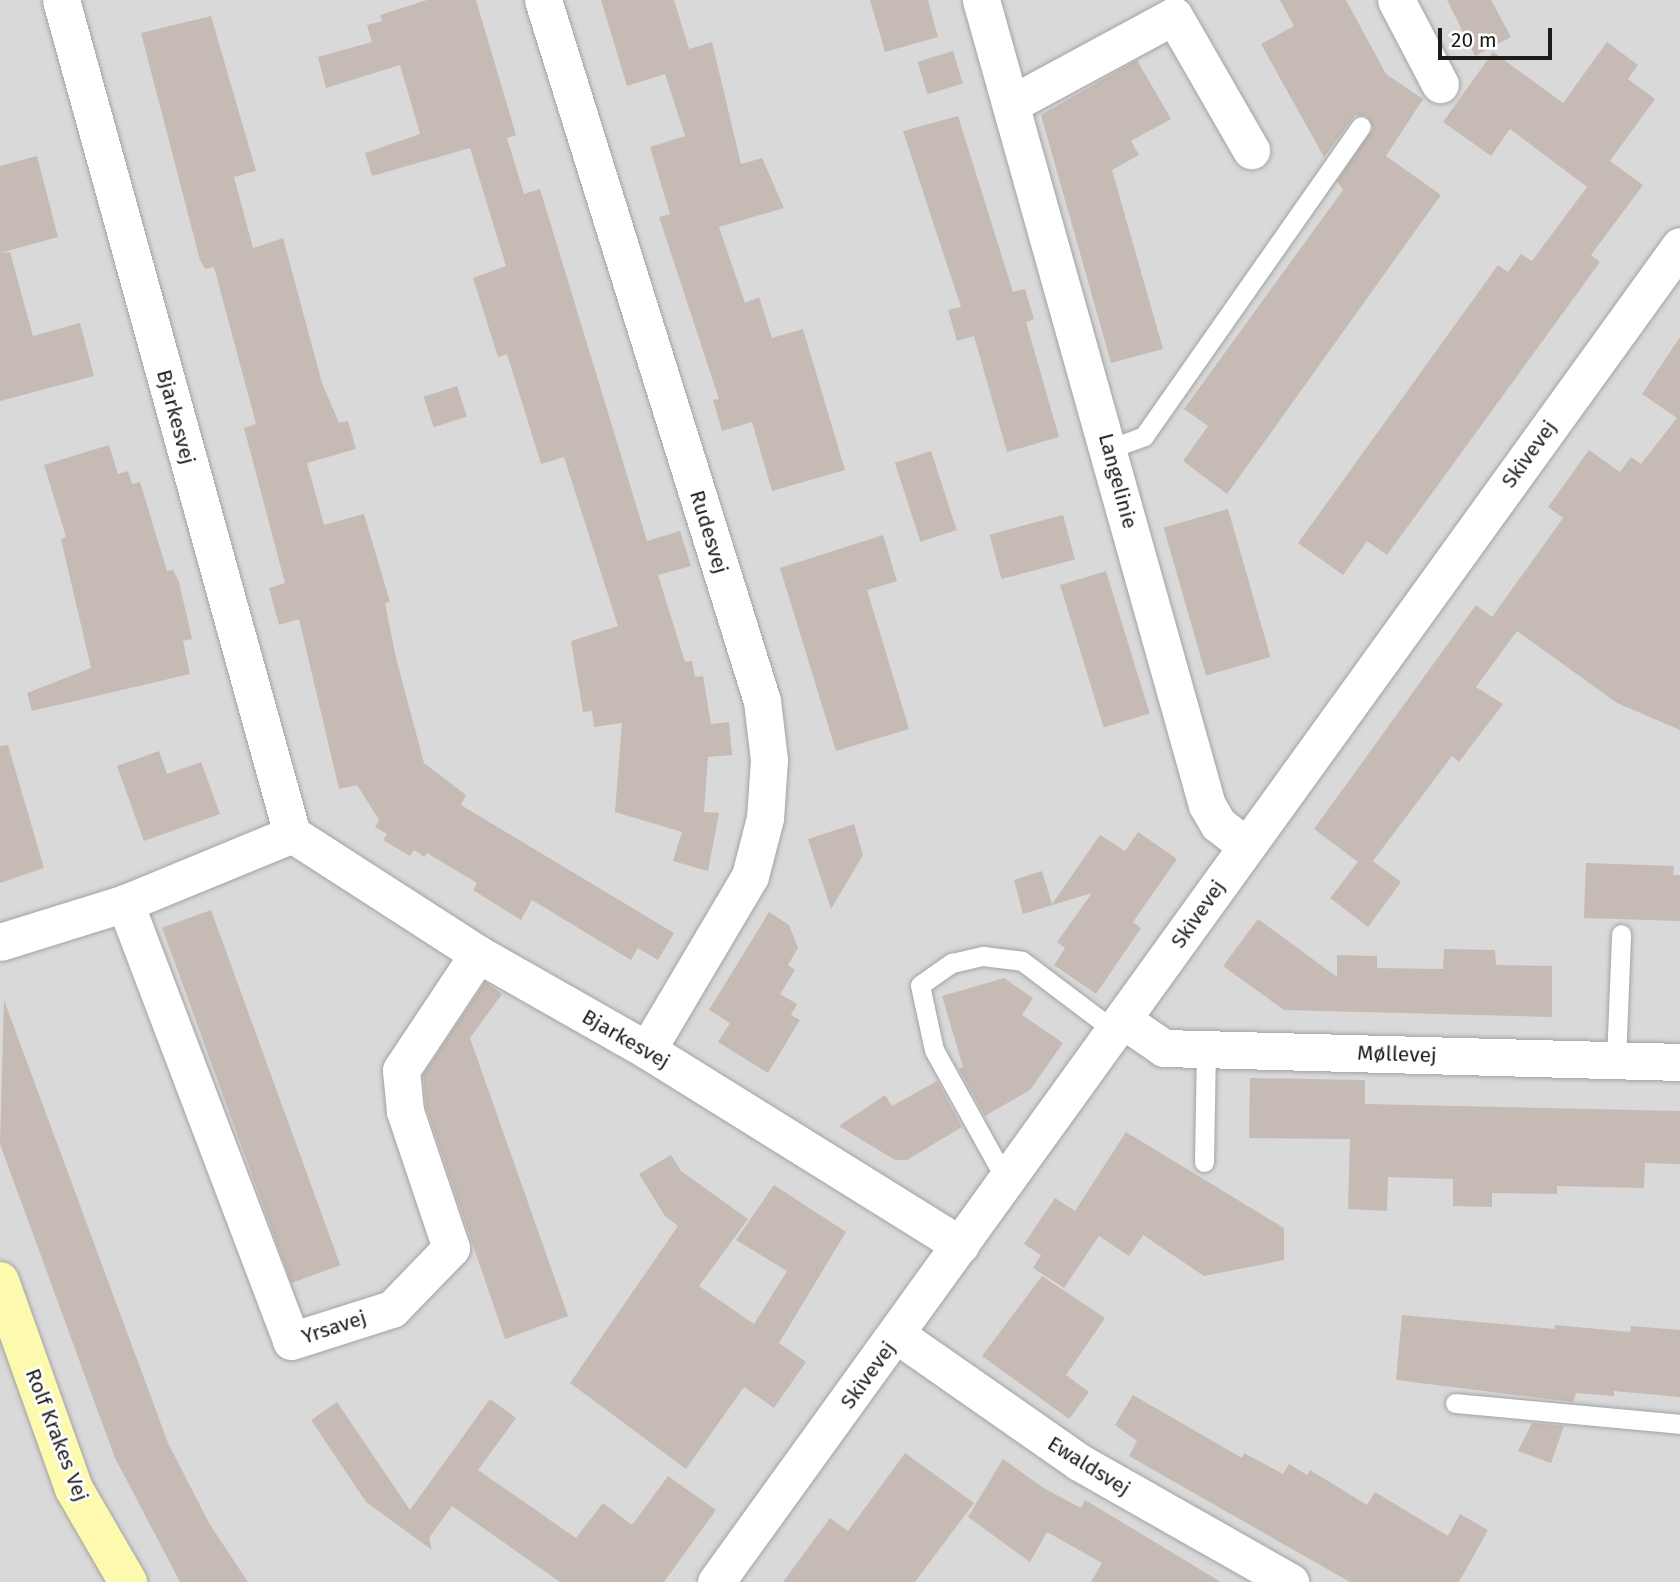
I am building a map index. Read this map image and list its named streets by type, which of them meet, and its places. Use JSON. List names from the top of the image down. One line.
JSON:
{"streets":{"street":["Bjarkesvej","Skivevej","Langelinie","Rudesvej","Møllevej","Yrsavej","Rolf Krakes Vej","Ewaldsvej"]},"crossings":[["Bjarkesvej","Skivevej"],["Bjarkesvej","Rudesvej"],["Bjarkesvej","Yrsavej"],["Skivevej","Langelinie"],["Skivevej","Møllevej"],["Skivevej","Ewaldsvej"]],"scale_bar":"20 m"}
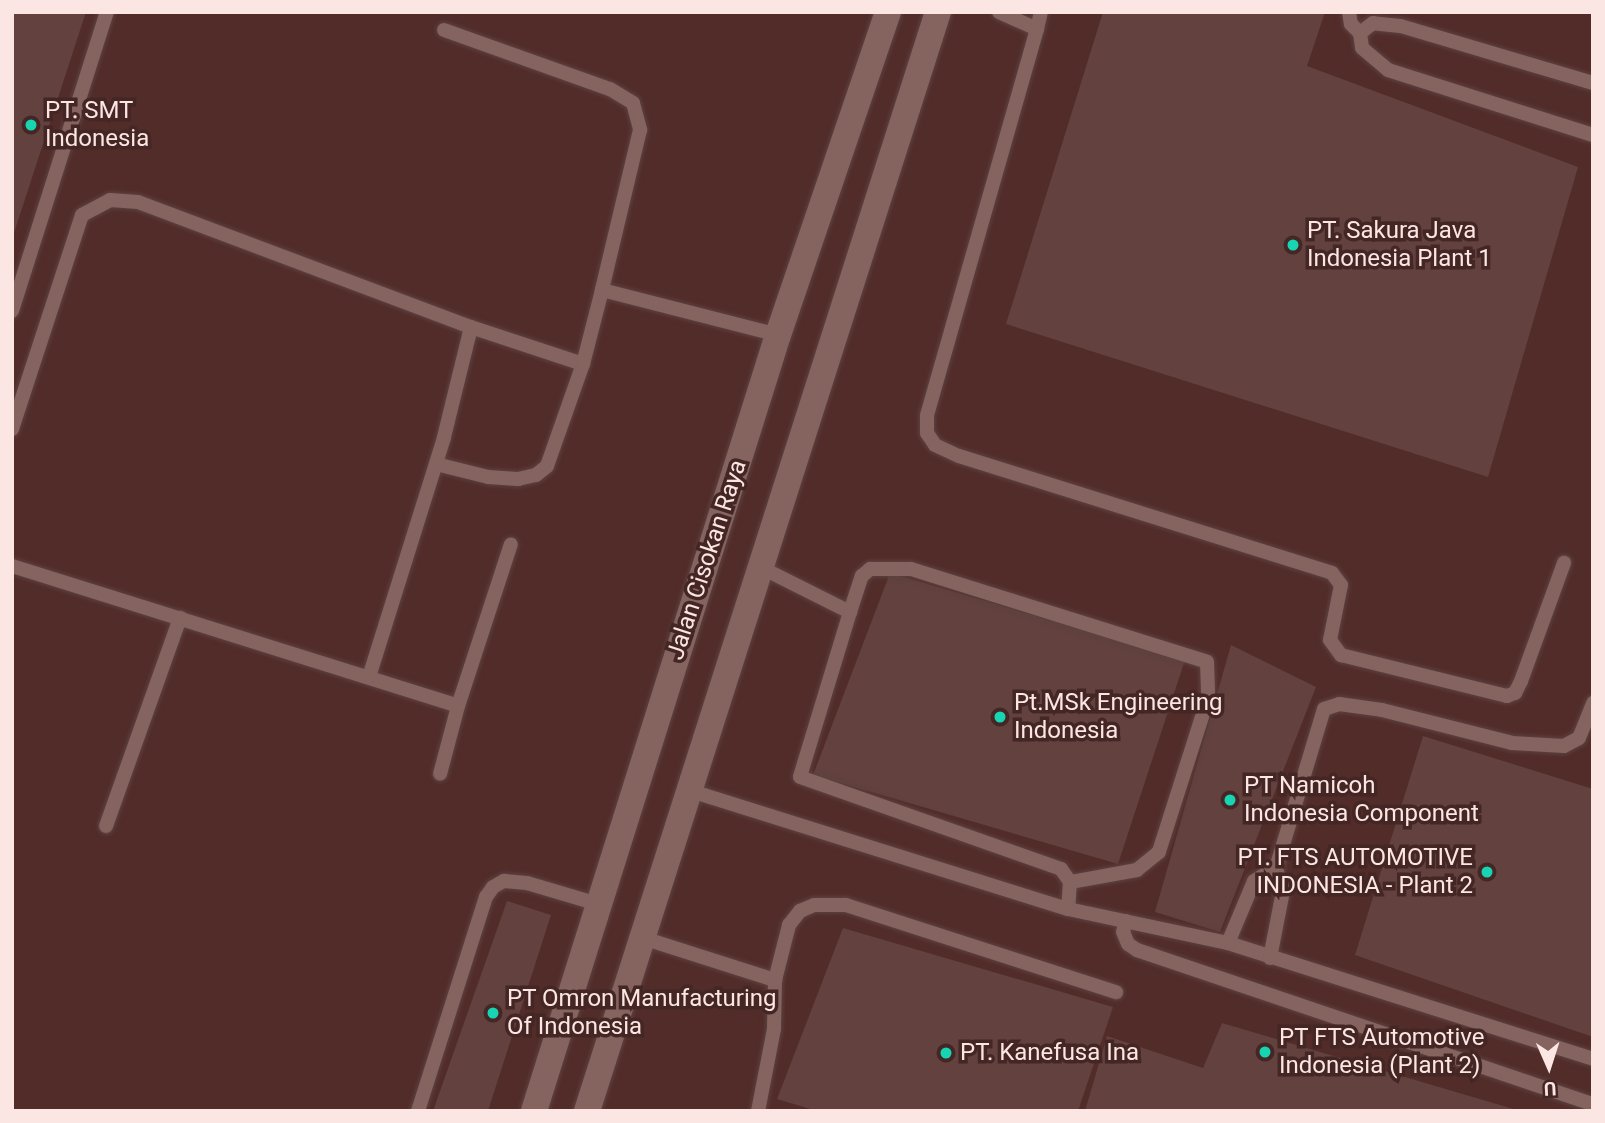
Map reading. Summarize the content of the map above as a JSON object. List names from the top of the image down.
# # # #
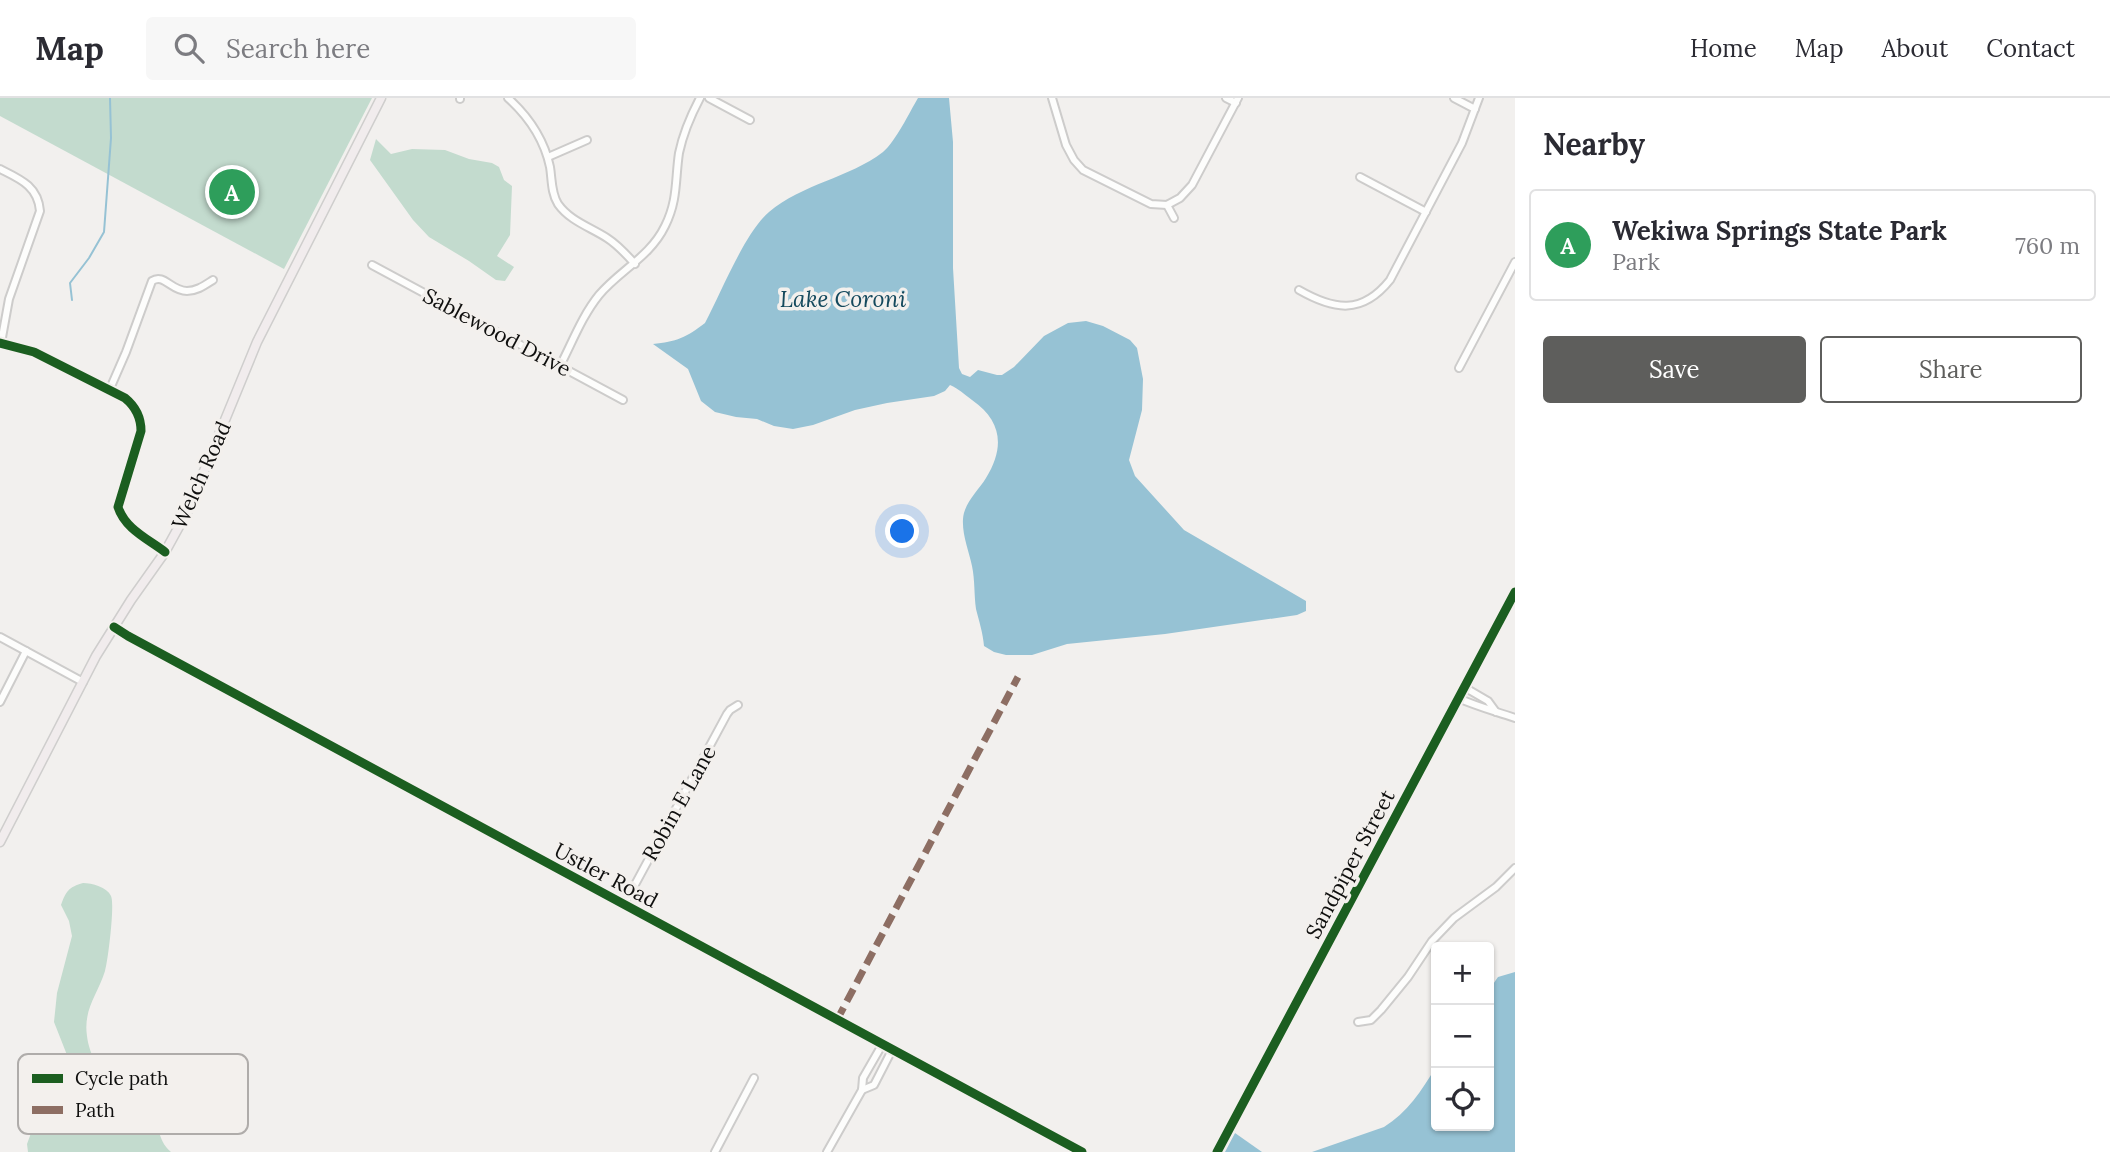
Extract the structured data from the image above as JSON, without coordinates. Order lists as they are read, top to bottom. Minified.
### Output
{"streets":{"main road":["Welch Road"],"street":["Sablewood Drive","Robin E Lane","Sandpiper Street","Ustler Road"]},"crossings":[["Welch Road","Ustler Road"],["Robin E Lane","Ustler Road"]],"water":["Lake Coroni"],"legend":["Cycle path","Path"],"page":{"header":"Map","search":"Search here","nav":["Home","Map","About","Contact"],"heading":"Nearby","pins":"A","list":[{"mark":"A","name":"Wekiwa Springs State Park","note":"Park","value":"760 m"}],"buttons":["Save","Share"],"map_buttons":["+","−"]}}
# # # #
WHAT TO DO: Leave the pictures out, and transcribe exactly the lines above starting at the one that contains "I am building" and ending at the one that contains "Map reading. Summarize".

RESPONSE:
I am building a map index. Read this map image and list its named streets by type, which of them meet, and its places. Use JSON. List names from the top of the image down. One line.
JSON:
{"streets":{"street":["Bjarkesvej","Skivevej","Langelinie","Rudesvej","Møllevej","Yrsavej","Rolf Krakes Vej","Ewaldsvej"]},"crossings":[["Bjarkesvej","Skivevej"],["Bjarkesvej","Rudesvej"],["Bjarkesvej","Yrsavej"],["Skivevej","Langelinie"],["Skivevej","Møllevej"],["Skivevej","Ewaldsvej"]],"scale_bar":"20 m"}
Map reading. Summarize the content of the map above as a JSON object. List names from the top of the image down.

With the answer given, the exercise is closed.